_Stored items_
______________________________

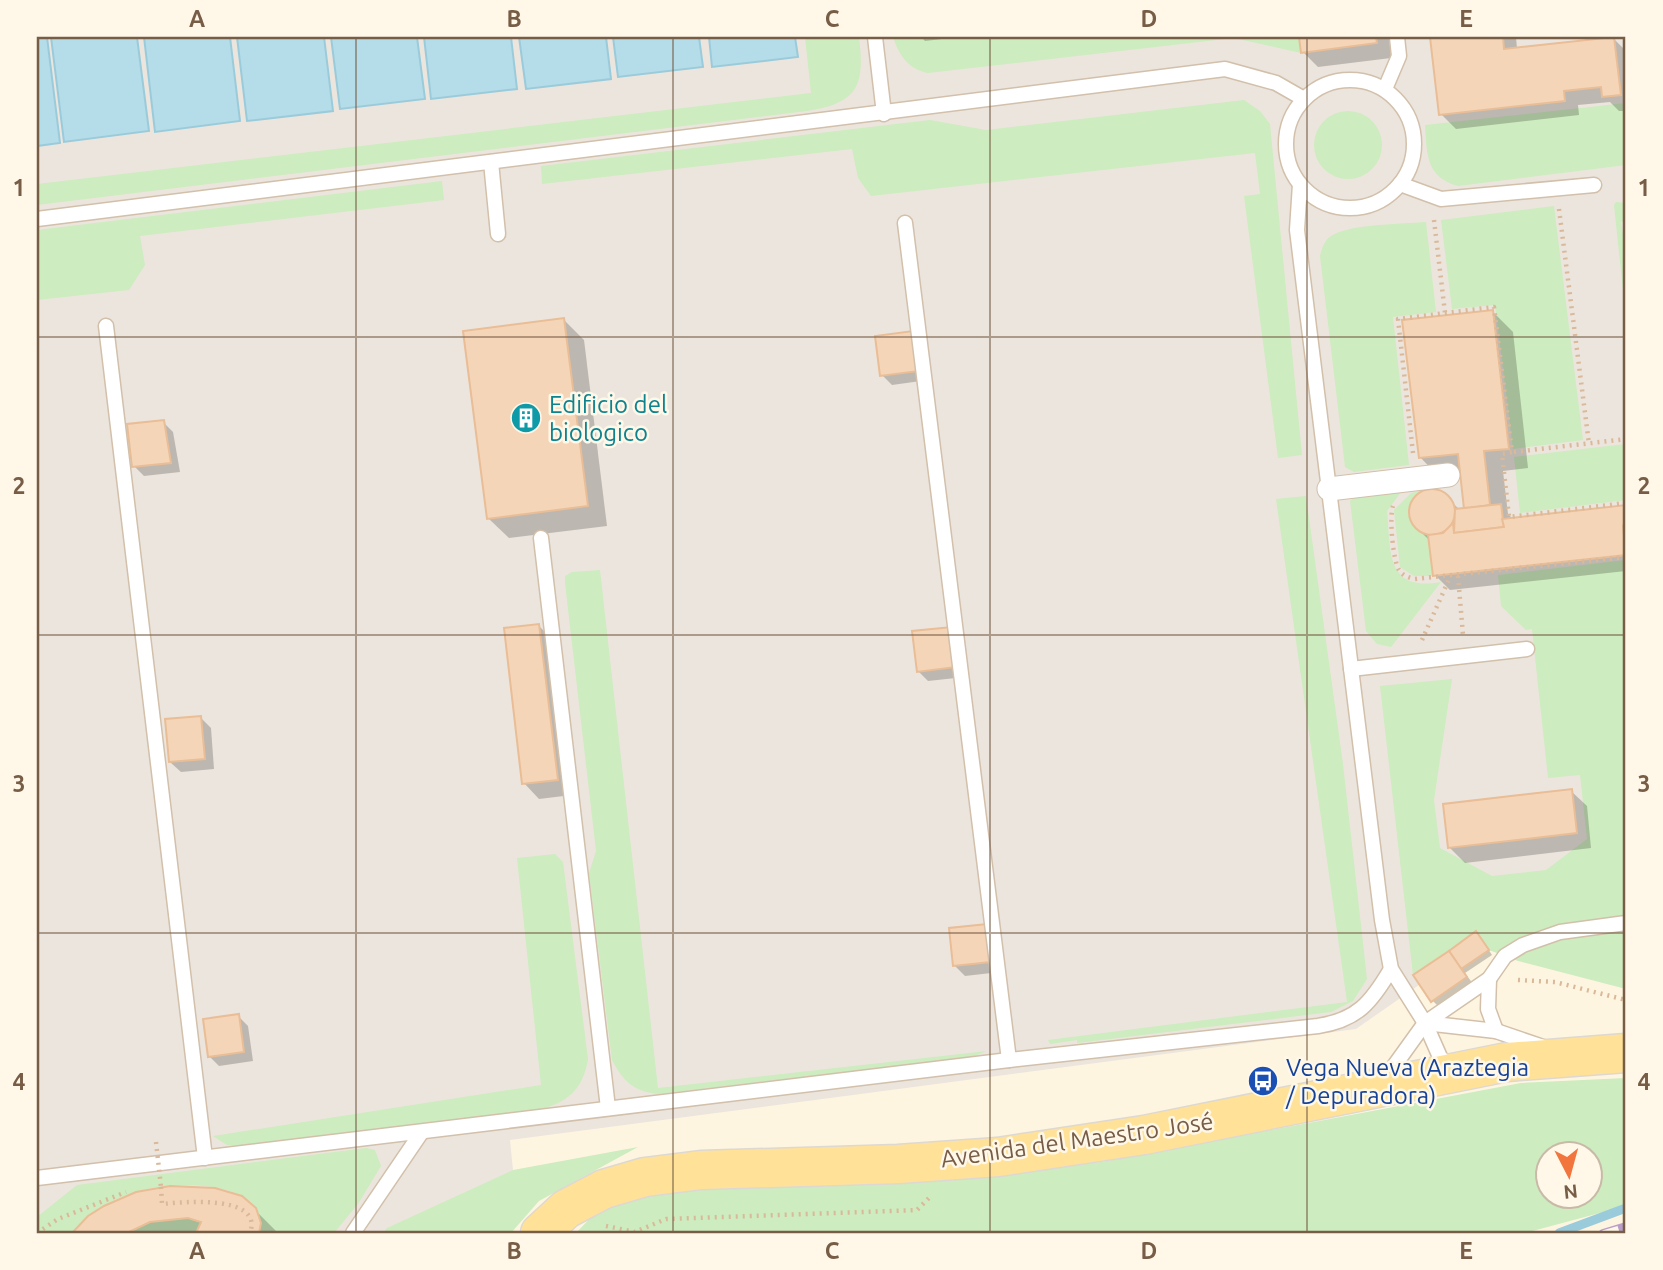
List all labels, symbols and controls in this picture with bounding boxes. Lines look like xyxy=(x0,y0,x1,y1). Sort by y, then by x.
text: A xyxy=(189,6,205,31)
text: B xyxy=(506,6,522,31)
text: C xyxy=(825,6,840,31)
text: D xyxy=(1141,6,1157,31)
text: E xyxy=(1459,6,1473,31)
text: 1 xyxy=(13,175,25,200)
text: 1 xyxy=(1638,175,1650,200)
place label: Edificio del biologico xyxy=(549,391,667,446)
building icon: Edificio del biologico xyxy=(509,401,543,435)
text: 2 xyxy=(13,473,25,498)
text: 2 xyxy=(1638,473,1650,498)
text: 3 xyxy=(13,771,25,796)
text: 3 xyxy=(1638,771,1650,796)
place label: Vega Nueva (Araztegia / Depuradora) xyxy=(1285,1054,1529,1109)
bus stop icon: Vega Nueva (Araztegia / Depuradora) xyxy=(1246,1064,1280,1098)
text: 4 xyxy=(13,1069,26,1094)
text: 4 xyxy=(1638,1069,1651,1094)
street label: Avenida del Maestro José xyxy=(939,1107,1215,1173)
north arrow xyxy=(1534,1140,1604,1210)
text: N xyxy=(1563,1180,1579,1204)
text: A xyxy=(189,1238,205,1263)
text: B xyxy=(506,1238,522,1263)
text: C xyxy=(825,1238,840,1263)
text: D xyxy=(1141,1238,1157,1263)
text: E xyxy=(1459,1238,1473,1263)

______________________________

_WHAT THE EXERCISE ASKS_
Reproduce the data verbatim and omit each image.

_REPLY_
List all labels, symbols and controls in this picture with bounding boxes. Lines look like xyxy=(x0,y0,x1,y1). Sort by y, then by x.
text: A xyxy=(189,6,205,31)
text: B xyxy=(506,6,522,31)
text: C xyxy=(825,6,840,31)
text: D xyxy=(1141,6,1157,31)
text: E xyxy=(1459,6,1473,31)
text: 1 xyxy=(13,175,25,200)
text: 1 xyxy=(1638,175,1650,200)
place label: Edificio del biologico xyxy=(549,391,667,446)
building icon: Edificio del biologico xyxy=(509,401,543,435)
text: 2 xyxy=(13,473,25,498)
text: 2 xyxy=(1638,473,1650,498)
text: 3 xyxy=(13,771,25,796)
text: 3 xyxy=(1638,771,1650,796)
place label: Vega Nueva (Araztegia / Depuradora) xyxy=(1285,1054,1529,1109)
bus stop icon: Vega Nueva (Araztegia / Depuradora) xyxy=(1246,1064,1280,1098)
text: 4 xyxy=(13,1069,26,1094)
text: 4 xyxy=(1638,1069,1651,1094)
street label: Avenida del Maestro José xyxy=(939,1107,1215,1173)
north arrow xyxy=(1534,1140,1604,1210)
text: N xyxy=(1563,1180,1579,1204)
text: A xyxy=(189,1238,205,1263)
text: B xyxy=(506,1238,522,1263)
text: C xyxy=(825,1238,840,1263)
text: D xyxy=(1141,1238,1157,1263)
text: E xyxy=(1459,1238,1473,1263)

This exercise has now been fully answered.